Task description: Nothing but a number is wanted here: the tally of lines in the material below that include "linejoin".

*** Block opens ***

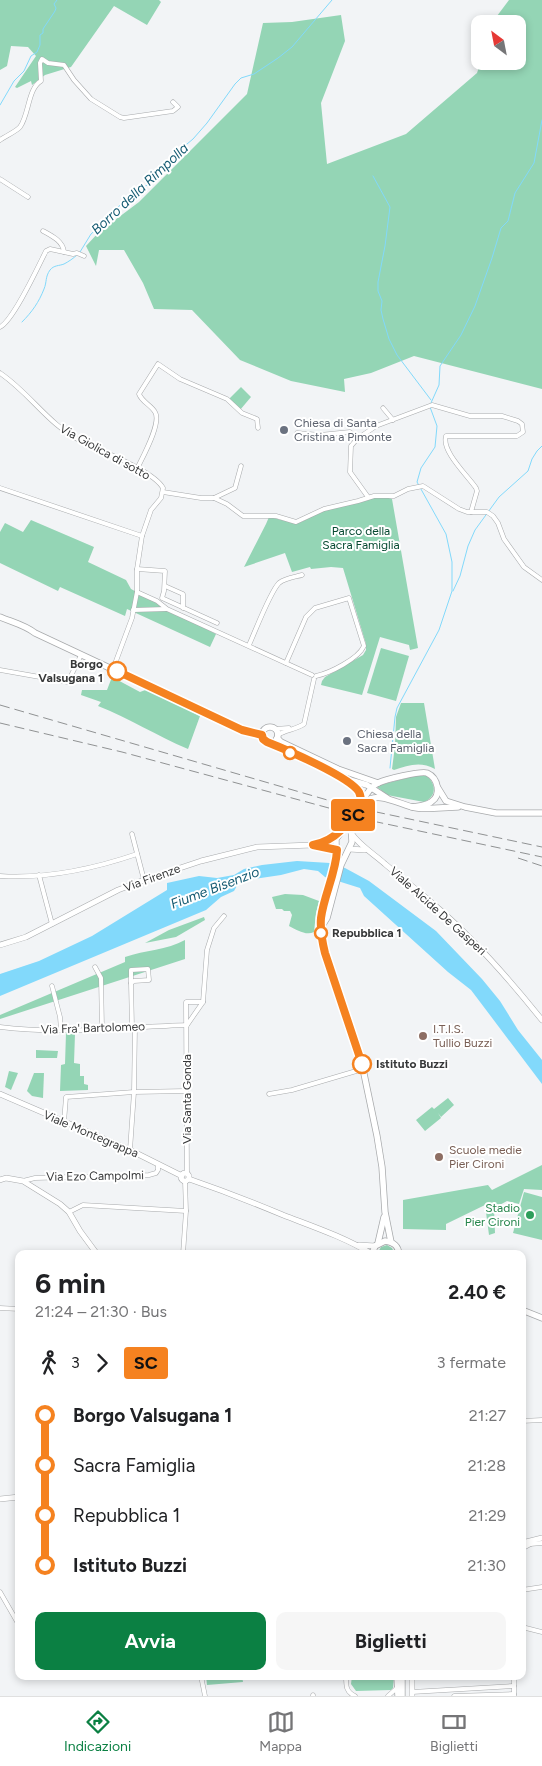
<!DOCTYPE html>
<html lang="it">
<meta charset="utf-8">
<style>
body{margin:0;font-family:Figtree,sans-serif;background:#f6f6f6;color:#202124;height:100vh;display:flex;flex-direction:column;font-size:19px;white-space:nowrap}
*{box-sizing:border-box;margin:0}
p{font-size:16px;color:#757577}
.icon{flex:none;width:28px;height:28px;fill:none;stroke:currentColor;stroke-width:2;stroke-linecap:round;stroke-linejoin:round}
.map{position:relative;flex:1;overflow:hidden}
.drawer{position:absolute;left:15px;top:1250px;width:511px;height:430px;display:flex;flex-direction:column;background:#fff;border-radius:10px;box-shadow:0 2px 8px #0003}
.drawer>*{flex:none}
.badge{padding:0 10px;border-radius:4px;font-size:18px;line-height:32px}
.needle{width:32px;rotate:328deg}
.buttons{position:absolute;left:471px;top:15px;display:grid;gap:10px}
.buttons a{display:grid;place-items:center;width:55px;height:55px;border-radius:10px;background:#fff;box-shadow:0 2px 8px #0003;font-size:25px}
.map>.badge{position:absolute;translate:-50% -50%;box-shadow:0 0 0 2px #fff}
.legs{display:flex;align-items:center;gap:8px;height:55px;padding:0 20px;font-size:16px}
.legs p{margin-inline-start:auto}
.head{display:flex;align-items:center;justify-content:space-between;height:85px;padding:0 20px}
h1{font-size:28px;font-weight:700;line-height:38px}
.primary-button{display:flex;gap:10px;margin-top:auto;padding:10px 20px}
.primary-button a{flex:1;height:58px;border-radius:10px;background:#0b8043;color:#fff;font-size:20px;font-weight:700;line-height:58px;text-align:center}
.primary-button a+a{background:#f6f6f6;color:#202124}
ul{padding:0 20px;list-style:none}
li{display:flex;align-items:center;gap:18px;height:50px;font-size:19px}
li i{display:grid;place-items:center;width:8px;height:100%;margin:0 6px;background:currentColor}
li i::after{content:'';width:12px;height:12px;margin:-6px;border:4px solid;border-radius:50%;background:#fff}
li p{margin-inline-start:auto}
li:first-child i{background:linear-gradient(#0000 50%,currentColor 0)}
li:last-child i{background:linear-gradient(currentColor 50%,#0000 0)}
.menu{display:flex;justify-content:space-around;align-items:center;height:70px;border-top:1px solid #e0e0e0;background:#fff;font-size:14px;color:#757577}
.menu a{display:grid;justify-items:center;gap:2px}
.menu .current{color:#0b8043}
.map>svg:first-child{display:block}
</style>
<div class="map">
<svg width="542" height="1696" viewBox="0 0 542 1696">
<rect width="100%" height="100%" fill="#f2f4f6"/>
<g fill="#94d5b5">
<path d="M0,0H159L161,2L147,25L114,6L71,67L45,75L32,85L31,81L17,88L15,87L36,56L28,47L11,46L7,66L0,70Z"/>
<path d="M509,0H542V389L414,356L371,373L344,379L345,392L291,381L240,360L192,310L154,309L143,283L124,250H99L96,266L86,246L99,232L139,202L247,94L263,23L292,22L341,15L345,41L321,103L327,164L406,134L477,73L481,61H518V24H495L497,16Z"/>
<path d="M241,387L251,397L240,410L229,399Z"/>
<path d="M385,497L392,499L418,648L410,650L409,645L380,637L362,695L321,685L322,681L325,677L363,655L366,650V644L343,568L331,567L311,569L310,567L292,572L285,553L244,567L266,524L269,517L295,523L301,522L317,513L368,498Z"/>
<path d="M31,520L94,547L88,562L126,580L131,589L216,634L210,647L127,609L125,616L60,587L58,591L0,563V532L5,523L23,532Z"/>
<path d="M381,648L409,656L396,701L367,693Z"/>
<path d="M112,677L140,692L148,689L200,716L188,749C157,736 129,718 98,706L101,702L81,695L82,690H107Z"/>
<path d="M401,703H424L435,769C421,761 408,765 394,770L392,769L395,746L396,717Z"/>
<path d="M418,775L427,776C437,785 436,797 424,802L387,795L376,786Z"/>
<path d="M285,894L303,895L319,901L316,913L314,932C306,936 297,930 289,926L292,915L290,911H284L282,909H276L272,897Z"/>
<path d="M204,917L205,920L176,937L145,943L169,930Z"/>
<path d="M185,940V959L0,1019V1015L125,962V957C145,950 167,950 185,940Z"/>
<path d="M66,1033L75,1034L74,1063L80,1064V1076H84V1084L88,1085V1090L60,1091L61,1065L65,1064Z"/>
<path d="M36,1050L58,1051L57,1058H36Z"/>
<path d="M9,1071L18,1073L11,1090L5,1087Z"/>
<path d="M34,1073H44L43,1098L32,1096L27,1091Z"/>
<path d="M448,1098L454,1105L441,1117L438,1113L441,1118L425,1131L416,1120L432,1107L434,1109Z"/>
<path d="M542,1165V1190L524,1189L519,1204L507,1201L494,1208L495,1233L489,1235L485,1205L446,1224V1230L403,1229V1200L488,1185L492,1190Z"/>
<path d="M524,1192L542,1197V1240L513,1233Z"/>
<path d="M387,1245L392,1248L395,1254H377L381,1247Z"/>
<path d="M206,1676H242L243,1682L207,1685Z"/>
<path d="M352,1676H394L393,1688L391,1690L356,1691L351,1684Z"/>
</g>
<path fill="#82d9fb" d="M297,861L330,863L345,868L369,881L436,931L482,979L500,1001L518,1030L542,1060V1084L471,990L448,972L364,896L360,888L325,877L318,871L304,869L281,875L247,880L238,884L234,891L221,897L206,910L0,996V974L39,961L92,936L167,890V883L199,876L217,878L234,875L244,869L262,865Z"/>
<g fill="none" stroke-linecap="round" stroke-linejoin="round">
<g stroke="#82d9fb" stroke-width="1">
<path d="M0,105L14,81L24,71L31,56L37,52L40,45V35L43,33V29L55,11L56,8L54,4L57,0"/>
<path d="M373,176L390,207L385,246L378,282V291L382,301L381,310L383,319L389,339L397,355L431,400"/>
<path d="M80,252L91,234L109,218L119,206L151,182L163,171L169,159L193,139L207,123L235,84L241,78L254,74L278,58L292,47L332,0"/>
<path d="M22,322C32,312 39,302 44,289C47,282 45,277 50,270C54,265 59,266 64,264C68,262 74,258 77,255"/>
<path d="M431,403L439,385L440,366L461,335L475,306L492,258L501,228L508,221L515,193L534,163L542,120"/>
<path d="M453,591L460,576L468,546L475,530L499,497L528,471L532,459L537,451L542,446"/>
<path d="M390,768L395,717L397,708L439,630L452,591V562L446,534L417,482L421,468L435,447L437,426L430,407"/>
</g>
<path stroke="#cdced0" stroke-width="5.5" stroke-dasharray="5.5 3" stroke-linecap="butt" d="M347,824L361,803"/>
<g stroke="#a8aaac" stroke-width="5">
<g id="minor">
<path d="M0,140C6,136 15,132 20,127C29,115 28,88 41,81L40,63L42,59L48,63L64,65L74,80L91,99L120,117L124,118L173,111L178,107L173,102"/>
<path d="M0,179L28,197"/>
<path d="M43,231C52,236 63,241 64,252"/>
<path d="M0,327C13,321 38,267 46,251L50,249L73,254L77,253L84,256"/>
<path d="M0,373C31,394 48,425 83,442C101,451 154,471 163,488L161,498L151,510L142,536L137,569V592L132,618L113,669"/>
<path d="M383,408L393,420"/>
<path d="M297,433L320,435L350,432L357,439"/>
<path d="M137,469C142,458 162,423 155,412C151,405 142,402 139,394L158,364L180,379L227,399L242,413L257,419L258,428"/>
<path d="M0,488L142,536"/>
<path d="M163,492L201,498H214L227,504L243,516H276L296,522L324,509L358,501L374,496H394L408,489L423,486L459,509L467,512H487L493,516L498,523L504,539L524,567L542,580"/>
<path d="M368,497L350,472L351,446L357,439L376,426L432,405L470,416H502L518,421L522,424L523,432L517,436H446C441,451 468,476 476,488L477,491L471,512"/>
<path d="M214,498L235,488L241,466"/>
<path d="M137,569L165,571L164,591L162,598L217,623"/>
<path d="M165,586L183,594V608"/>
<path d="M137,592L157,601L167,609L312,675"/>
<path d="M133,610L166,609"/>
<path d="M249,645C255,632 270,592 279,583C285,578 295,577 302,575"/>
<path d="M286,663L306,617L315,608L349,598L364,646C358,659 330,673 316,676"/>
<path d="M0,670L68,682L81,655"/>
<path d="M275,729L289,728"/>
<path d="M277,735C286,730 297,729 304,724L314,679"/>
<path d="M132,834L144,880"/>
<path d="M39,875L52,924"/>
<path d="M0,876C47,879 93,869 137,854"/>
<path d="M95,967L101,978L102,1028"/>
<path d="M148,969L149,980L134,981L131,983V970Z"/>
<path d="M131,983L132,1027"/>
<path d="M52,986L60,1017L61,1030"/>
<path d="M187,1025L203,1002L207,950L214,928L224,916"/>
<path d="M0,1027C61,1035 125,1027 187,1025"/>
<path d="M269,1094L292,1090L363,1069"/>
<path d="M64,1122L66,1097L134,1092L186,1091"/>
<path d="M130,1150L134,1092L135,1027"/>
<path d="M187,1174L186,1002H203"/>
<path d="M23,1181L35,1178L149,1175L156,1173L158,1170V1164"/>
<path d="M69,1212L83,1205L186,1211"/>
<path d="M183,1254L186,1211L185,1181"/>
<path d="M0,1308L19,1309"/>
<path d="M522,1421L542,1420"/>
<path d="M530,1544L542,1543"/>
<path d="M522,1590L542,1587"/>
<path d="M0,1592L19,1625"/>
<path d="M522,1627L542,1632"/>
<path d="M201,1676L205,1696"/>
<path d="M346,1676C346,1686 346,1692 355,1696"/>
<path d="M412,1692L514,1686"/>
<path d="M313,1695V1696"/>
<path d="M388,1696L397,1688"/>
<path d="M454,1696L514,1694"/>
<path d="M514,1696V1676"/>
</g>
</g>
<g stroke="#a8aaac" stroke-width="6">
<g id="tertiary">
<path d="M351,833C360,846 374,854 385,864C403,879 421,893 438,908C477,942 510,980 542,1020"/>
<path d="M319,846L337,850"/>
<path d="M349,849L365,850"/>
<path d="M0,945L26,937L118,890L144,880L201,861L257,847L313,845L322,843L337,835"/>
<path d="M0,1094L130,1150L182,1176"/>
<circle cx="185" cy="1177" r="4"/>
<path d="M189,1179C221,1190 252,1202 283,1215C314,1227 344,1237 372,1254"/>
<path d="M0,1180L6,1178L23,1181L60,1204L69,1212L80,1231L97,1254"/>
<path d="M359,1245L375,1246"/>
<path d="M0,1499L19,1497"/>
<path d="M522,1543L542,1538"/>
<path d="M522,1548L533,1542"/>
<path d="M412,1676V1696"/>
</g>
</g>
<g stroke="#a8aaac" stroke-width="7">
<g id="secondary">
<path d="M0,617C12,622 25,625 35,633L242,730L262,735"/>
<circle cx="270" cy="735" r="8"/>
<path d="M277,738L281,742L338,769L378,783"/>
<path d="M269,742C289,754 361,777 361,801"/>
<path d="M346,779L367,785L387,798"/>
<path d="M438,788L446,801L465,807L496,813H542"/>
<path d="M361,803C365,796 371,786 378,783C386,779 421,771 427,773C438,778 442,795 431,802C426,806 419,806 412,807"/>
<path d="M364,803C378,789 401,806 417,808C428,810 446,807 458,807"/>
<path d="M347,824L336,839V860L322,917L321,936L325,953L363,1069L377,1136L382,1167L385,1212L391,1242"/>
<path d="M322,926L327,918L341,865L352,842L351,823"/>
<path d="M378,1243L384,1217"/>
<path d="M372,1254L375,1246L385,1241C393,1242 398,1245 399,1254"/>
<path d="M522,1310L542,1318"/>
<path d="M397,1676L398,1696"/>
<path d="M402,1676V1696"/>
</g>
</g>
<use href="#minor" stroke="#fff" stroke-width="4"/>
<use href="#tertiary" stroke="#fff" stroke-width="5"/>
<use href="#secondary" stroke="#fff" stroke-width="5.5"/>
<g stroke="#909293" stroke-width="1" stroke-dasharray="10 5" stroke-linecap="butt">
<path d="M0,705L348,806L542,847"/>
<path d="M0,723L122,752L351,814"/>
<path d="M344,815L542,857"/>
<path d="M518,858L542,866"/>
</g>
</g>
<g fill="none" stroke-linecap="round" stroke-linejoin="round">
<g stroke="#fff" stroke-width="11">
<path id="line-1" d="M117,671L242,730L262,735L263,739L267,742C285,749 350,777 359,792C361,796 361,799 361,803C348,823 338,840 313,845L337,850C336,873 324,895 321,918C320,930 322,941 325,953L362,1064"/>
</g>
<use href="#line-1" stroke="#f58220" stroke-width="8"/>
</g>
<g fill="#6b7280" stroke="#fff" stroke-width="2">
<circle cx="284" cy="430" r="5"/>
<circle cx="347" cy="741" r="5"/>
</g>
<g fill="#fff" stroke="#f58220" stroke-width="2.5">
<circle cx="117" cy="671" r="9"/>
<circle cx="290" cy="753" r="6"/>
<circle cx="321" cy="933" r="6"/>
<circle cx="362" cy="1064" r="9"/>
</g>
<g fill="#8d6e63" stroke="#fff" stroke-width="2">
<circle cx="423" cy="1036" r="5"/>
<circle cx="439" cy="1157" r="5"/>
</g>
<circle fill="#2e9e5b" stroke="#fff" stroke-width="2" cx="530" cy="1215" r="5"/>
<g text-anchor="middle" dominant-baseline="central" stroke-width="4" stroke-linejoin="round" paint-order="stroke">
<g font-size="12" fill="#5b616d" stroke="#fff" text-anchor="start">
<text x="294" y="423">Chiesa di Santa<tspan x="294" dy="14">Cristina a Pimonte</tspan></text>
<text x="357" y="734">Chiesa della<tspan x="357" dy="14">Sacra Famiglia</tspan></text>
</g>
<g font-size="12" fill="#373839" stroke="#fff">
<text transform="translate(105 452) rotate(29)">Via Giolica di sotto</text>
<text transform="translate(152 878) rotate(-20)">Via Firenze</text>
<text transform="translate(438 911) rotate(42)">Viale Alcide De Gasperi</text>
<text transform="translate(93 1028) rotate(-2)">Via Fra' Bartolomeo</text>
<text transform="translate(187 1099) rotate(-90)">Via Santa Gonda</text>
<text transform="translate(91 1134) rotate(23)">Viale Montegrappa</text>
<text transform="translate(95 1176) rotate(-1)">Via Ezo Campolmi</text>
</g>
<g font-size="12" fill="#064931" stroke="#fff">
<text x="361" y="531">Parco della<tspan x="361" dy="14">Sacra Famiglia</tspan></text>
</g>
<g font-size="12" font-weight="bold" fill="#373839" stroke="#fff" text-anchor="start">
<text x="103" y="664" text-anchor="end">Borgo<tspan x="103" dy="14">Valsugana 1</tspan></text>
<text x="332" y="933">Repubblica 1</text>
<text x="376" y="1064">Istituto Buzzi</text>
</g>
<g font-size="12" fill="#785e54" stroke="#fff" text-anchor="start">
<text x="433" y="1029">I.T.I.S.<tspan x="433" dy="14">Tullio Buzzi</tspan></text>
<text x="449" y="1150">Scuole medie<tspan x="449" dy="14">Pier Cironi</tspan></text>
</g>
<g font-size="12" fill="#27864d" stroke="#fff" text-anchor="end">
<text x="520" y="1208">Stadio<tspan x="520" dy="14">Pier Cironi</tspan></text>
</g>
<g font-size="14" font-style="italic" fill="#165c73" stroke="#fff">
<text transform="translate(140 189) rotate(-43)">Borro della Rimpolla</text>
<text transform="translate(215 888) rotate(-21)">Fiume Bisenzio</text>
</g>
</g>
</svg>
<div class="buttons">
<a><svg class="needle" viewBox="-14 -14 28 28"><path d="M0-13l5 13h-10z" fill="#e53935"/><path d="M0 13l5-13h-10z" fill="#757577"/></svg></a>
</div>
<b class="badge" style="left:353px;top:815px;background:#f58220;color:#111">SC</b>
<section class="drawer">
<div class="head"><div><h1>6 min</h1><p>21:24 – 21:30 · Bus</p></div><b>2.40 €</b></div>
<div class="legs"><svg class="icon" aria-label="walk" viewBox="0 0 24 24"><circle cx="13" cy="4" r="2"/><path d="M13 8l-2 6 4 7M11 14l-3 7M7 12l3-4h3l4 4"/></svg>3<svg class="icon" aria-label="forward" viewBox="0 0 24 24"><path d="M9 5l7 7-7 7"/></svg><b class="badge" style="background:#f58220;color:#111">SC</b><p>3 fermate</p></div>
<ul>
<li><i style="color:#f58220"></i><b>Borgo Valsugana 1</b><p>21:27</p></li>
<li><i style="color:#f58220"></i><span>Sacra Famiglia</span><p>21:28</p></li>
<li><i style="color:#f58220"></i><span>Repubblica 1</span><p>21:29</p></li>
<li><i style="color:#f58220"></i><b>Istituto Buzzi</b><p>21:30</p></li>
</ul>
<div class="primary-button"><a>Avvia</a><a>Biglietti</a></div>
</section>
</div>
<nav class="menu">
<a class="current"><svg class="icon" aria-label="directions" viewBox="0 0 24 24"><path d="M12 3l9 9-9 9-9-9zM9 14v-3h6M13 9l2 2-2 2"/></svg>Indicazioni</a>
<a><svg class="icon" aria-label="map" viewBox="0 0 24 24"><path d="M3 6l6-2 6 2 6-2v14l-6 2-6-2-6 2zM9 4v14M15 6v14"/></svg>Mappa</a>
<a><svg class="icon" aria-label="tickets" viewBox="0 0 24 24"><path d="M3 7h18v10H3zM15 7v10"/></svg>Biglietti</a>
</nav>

*** Block closes ***

Output below: 4